As despesas com pessoal e encargos, da mesma forma, passaram a encolher desde o ano passado e acumularam, entre janeiro e outubro deste ano, o valor mais baixo desde igual período de 2009, ou seja, há 13 anos, quando a folha havia exigido gastos de R$ 266,234 bilhões em dez meses. Neste ano, ainda no mesmo intervalo, o gasto com pessoal somou R$ 274,265 bilhões, numa variação real de apenas 3,02% frente a 2009. Mas, na comparação com idêntico período do ano passado, registou-se um corte de R$ 20,137 bilhões, significando uma queda real de 6,83% em relação aos R$ 294,402 bilhões dispendidos nos dez primeiros meses do ano passado. Comparado aos mesmos dez meses de 2019, o corte salta para R$ 35,209 bilhões, num tombo de 11,38% quando se considera uma folha de R$ 309,474 bilhões até outubro daquele ano, anterior à pandemia.

Balanço

  • O enxugamento da folha de pessoal e dos investimentos, da mesma forma, resulta da política de desmonte perseguida com afinco pelo ministro dos paraísos fiscais, na suposta esperança de que a retração do setor público venha abrir espaço para o setor privado, a despeito da falta de evidências empíricas que suportem esse tipo de política.
  • De volta aos números da STN, as receitas totais do governo central experimentaram crescimento real d 12,85% na comparação entre os dez primeiros meses deste ano e o mesmo intervalo de 2021, saindo de R$ 1,724 trilhão para R$ 1,945 trilhão, num ganho de R$ 221,466 bilhões. O crescimento das receitas administradas pela Receita Federal explica pouco menos de 39% daquele incremento, visto que anotaram um acréscimo de R$ 86,284 bilhões naquela mesma comparação, avançando de R$ 1,088 trilhão para R$ 1,174 trilhão, crescendo 7,93%.
  • A participação das receitas administradas, que contemplam a arrecadação dos impostos de renda e sobre produtos industrializados, além de contribuições diversas, entre outros tributos, foi reduzida de 63,10% para 60,35% em relação às receitas totais.

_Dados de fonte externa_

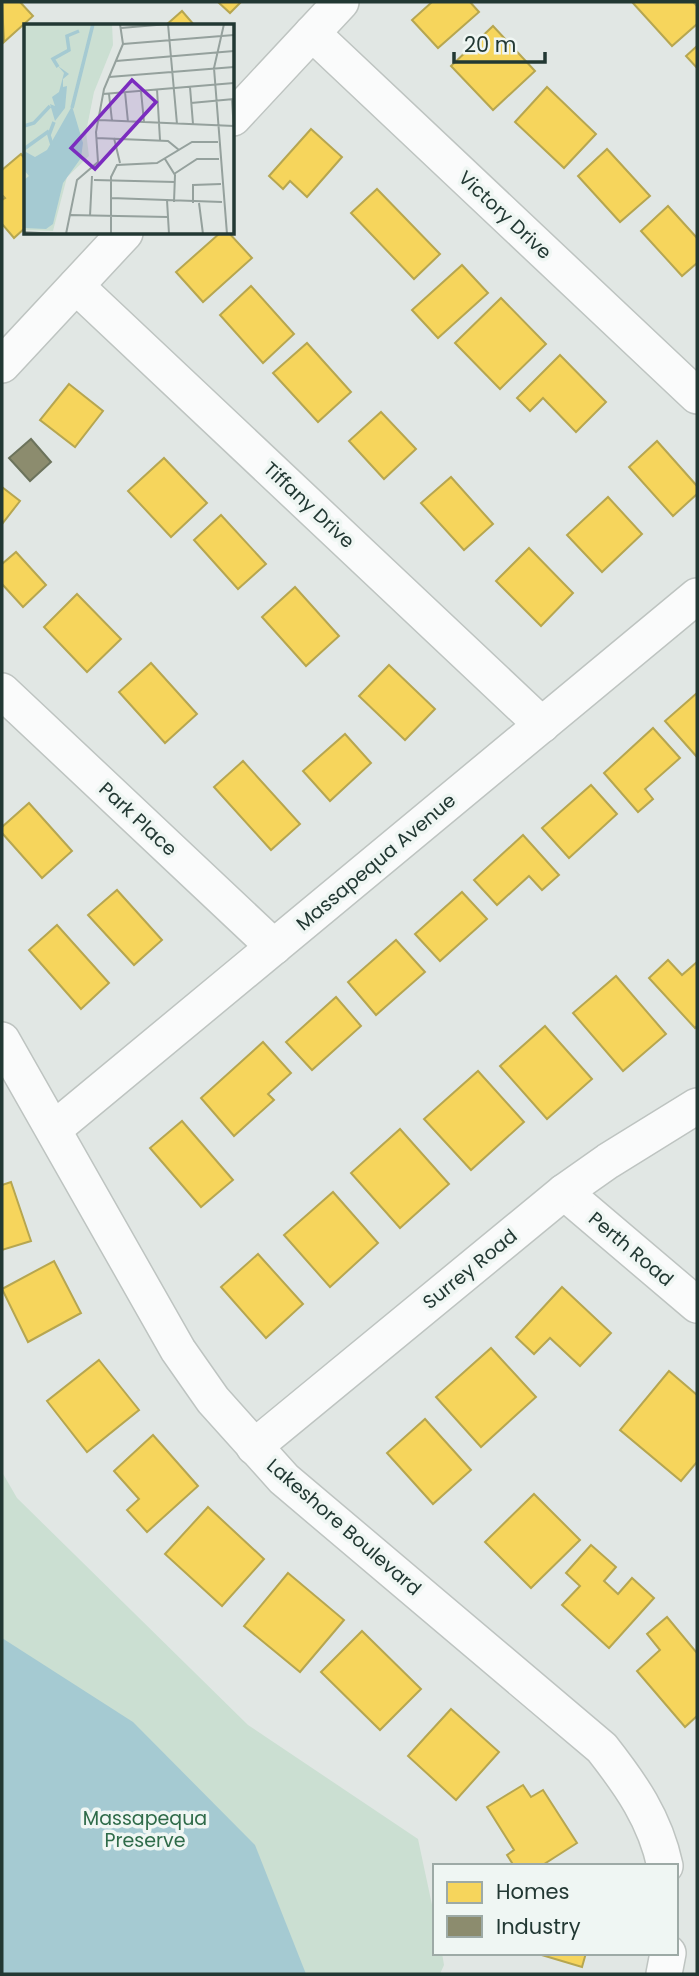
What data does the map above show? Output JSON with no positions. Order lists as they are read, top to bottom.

  • Mas as receitas não administradas saltaram nada menos do que 44,27% entre os dois períodos analisados, avançando de R$ 238,325 bilhões para R$ 343,832 bilhões. O ganho aqui chegou a R$ 105,508 bilhões, correspondendo a 47,64% de todo o aumento experimentado pelas receitas totais do governo central, muito embora a participação daqueles recursos na receita total não ultrapasse 17,68%. De toda forma, a fatia aumentou consideravelmente desde o ano passado, quando havia alcançado 13,83%.
  • A arrecadação líquida do Regime Geral de Previdência Social (RGPS), por sua vez, aumentou 7,45% igualmente depois de descontada a inflação, elevando-se de R$ 397,825 bilhões para R$ 427,456 bilhões, num acréscimo de quase R$ 29,632 bilhões. A variação explica 13,38% do aumento registrado pelas receitas totais.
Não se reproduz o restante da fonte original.